INPUT DATA —
- Opening Delimiter -
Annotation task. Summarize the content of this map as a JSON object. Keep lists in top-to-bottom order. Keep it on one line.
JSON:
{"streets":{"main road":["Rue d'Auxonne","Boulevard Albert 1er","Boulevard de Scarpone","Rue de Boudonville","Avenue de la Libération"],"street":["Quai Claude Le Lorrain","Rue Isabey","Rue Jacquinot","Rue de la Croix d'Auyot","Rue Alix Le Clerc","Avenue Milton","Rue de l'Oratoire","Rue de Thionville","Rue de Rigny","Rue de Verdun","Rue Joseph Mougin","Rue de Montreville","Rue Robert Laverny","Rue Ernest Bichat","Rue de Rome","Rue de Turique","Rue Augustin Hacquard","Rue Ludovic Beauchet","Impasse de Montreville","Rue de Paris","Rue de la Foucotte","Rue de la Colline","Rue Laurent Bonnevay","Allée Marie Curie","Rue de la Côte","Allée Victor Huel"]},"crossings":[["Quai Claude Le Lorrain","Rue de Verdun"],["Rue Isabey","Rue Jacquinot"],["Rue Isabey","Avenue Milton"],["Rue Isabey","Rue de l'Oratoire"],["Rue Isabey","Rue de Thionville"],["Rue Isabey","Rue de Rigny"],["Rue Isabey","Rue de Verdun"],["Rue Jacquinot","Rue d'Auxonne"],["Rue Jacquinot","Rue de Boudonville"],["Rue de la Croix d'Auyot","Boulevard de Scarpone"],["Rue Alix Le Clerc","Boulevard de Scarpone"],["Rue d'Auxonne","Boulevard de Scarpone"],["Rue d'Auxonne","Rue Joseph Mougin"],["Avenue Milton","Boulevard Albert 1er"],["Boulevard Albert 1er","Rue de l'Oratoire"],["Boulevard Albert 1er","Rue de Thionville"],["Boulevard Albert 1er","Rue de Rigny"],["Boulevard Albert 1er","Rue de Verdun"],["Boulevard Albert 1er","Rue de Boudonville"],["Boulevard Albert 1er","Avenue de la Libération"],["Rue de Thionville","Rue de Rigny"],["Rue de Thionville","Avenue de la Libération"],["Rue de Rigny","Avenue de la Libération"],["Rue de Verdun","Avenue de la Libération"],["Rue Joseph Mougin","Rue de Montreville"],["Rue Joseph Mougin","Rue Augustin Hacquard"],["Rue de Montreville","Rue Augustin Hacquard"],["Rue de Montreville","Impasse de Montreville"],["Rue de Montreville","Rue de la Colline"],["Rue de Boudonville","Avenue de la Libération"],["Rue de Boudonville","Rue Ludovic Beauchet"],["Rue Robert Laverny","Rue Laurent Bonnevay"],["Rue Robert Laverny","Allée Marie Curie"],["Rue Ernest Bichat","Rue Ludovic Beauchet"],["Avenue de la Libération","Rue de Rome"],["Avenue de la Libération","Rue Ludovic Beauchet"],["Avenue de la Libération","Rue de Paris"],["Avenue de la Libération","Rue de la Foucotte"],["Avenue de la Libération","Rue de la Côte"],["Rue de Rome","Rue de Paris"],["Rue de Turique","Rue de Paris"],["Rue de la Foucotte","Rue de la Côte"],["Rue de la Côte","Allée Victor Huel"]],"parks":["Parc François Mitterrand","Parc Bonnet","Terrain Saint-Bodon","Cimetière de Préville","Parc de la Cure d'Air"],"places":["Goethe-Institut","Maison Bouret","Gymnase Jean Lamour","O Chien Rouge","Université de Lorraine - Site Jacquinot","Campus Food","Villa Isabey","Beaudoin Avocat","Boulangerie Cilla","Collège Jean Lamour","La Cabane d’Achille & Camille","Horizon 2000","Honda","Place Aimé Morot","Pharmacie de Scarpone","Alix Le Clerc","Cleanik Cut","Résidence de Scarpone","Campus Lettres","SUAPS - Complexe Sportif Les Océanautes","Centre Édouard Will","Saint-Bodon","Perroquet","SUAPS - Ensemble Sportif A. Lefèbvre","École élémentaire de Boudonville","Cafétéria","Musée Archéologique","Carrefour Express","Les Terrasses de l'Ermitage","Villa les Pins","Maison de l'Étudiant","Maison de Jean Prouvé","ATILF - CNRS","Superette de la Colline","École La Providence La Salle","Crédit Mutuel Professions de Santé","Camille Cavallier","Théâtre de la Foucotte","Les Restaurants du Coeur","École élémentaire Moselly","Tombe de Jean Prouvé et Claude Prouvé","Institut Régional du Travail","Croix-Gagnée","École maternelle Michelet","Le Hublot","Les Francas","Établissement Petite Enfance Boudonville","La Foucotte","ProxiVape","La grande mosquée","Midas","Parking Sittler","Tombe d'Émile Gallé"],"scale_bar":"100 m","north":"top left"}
- Closing Delimiter -
ACTIVITY — Nothing in the listing should be left out; repeat it exactly.

TASK RESPONSE —
Annotation task. Summarize the content of this map as a JSON object. Keep lists in top-to-bottom order. Keep it on one line.
JSON:
{"streets":{"main road":["Rue d'Auxonne","Boulevard Albert 1er","Boulevard de Scarpone","Rue de Boudonville","Avenue de la Libération"],"street":["Quai Claude Le Lorrain","Rue Isabey","Rue Jacquinot","Rue de la Croix d'Auyot","Rue Alix Le Clerc","Avenue Milton","Rue de l'Oratoire","Rue de Thionville","Rue de Rigny","Rue de Verdun","Rue Joseph Mougin","Rue de Montreville","Rue Robert Laverny","Rue Ernest Bichat","Rue de Rome","Rue de Turique","Rue Augustin Hacquard","Rue Ludovic Beauchet","Impasse de Montreville","Rue de Paris","Rue de la Foucotte","Rue de la Colline","Rue Laurent Bonnevay","Allée Marie Curie","Rue de la Côte","Allée Victor Huel"]},"crossings":[["Quai Claude Le Lorrain","Rue de Verdun"],["Rue Isabey","Rue Jacquinot"],["Rue Isabey","Avenue Milton"],["Rue Isabey","Rue de l'Oratoire"],["Rue Isabey","Rue de Thionville"],["Rue Isabey","Rue de Rigny"],["Rue Isabey","Rue de Verdun"],["Rue Jacquinot","Rue d'Auxonne"],["Rue Jacquinot","Rue de Boudonville"],["Rue de la Croix d'Auyot","Boulevard de Scarpone"],["Rue Alix Le Clerc","Boulevard de Scarpone"],["Rue d'Auxonne","Boulevard de Scarpone"],["Rue d'Auxonne","Rue Joseph Mougin"],["Avenue Milton","Boulevard Albert 1er"],["Boulevard Albert 1er","Rue de l'Oratoire"],["Boulevard Albert 1er","Rue de Thionville"],["Boulevard Albert 1er","Rue de Rigny"],["Boulevard Albert 1er","Rue de Verdun"],["Boulevard Albert 1er","Rue de Boudonville"],["Boulevard Albert 1er","Avenue de la Libération"],["Rue de Thionville","Rue de Rigny"],["Rue de Thionville","Avenue de la Libération"],["Rue de Rigny","Avenue de la Libération"],["Rue de Verdun","Avenue de la Libération"],["Rue Joseph Mougin","Rue de Montreville"],["Rue Joseph Mougin","Rue Augustin Hacquard"],["Rue de Montreville","Rue Augustin Hacquard"],["Rue de Montreville","Impasse de Montreville"],["Rue de Montreville","Rue de la Colline"],["Rue de Boudonville","Avenue de la Libération"],["Rue de Boudonville","Rue Ludovic Beauchet"],["Rue Robert Laverny","Rue Laurent Bonnevay"],["Rue Robert Laverny","Allée Marie Curie"],["Rue Ernest Bichat","Rue Ludovic Beauchet"],["Avenue de la Libération","Rue de Rome"],["Avenue de la Libération","Rue Ludovic Beauchet"],["Avenue de la Libération","Rue de Paris"],["Avenue de la Libération","Rue de la Foucotte"],["Avenue de la Libération","Rue de la Côte"],["Rue de Rome","Rue de Paris"],["Rue de Turique","Rue de Paris"],["Rue de la Foucotte","Rue de la Côte"],["Rue de la Côte","Allée Victor Huel"]],"parks":["Parc François Mitterrand","Parc Bonnet","Terrain Saint-Bodon","Cimetière de Préville","Parc de la Cure d'Air"],"places":["Goethe-Institut","Maison Bouret","Gymnase Jean Lamour","O Chien Rouge","Université de Lorraine - Site Jacquinot","Campus Food","Villa Isabey","Beaudoin Avocat","Boulangerie Cilla","Collège Jean Lamour","La Cabane d’Achille & Camille","Horizon 2000","Honda","Place Aimé Morot","Pharmacie de Scarpone","Alix Le Clerc","Cleanik Cut","Résidence de Scarpone","Campus Lettres","SUAPS - Complexe Sportif Les Océanautes","Centre Édouard Will","Saint-Bodon","Perroquet","SUAPS - Ensemble Sportif A. Lefèbvre","École élémentaire de Boudonville","Cafétéria","Musée Archéologique","Carrefour Express","Les Terrasses de l'Ermitage","Villa les Pins","Maison de l'Étudiant","Maison de Jean Prouvé","ATILF - CNRS","Superette de la Colline","École La Providence La Salle","Crédit Mutuel Professions de Santé","Camille Cavallier","Théâtre de la Foucotte","Les Restaurants du Coeur","École élémentaire Moselly","Tombe de Jean Prouvé et Claude Prouvé","Institut Régional du Travail","Croix-Gagnée","École maternelle Michelet","Le Hublot","Les Francas","Établissement Petite Enfance Boudonville","La Foucotte","ProxiVape","La grande mosquée","Midas","Parking Sittler","Tombe d'Émile Gallé"],"scale_bar":"100 m","north":"top left"}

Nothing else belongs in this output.